A registered apprenticeship is an employer-sponsored flexible training program that cultivates highly skilled workers who meet the workforce demands of a global economy. It is a form of work-based, post-secondary training that produces the skills and competencies necessary to perform work to an industry-established standard.
- The Division of Apprentice Standards regularly convenes industry stakeholders to review and maintain the written standards that govern the scope and structure of an apprenticeship.
- A contract binds state, apprentice and sponsor (employer) to specific training and performance.
- Work-based learning occurs under the direction of a qualified journeyperson and combines structured on-the-job learning (80 to 85 percent) with theoretical instruction (15 to 20 percent).
- Theoretical (classroom) training is typically provided by an approved in-house training program or by a proprietary school.
- As a paid employee, an apprentice earns a progressively increasing wage during apprenticeship.
- An apprentice who successfully completes the training achieves journeyperson status in their occupation and receives a nationally recognized credential.
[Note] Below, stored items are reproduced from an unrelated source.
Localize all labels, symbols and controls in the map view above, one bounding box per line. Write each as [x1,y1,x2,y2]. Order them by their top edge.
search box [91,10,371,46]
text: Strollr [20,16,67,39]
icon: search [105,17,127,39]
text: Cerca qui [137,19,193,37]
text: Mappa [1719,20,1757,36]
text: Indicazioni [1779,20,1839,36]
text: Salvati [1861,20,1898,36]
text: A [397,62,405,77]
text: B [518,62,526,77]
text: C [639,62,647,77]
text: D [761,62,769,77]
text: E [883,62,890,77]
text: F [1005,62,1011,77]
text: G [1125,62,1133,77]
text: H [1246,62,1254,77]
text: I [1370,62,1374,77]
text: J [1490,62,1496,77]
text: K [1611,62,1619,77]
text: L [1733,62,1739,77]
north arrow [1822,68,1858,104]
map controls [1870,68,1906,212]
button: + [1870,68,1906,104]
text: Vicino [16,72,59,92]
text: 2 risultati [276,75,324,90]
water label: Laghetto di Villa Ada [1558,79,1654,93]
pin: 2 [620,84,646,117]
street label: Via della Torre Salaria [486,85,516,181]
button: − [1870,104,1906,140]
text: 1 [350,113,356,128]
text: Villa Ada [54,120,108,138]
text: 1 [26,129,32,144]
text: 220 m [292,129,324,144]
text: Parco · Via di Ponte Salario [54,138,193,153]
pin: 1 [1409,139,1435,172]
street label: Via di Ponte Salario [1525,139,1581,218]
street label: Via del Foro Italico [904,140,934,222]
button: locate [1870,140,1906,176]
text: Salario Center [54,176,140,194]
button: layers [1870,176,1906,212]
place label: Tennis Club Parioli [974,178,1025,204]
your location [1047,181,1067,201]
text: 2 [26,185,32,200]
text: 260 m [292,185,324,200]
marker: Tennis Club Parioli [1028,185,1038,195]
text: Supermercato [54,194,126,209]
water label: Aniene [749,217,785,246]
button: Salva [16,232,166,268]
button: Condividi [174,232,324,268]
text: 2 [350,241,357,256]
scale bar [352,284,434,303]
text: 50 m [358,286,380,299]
Apprenticeships are registered with The Division of Apprentice Standards, the regulatory and oversight agency, which deploys 3 Apprenticeship Training Representatives in the state.
Comprehensive Workforce Solution
Apprentices work and train from day one, which helps sponsoring employers address two problems at once: the shortage of skilled workers and the need for a highly skilled workforce.
- An apprentice is in the workforce from day one -- training is coupled with work and productivity.
- Apprenticeships allow employers to tailor their employee training to fit their specific needs: in their facility, on their equipment, in their environment, meeting their standards and goals.
- An apprenticeship provides employers an internal career ladder and is a mechanism to promote current unskilled workers.
Top Ten Reasons Why Employers Choose Apprenticeship
10. Attract better applicants
9. Instill company values & procedures
8. Retain skilled employees
7. Gain a more knowledgeable workforce
6. Benefit from skilled workers
5. Replenish skilled workforce
4. Increase safety
3. Increase productivity
2. Become more competitive
1. Earn a return on investment
- An average apprenticeship lasts four years, during which an average apprentice earns $161,000.
- Annually, Massachusetts has over 5,000 active apprentices, a majority of the apprentices are registered in construction trades.
- Currently, more than 2,000 employers train apprentices in Massachusetts.
Apprenticeship is a viable workforce development tool in a wide variety of occupations.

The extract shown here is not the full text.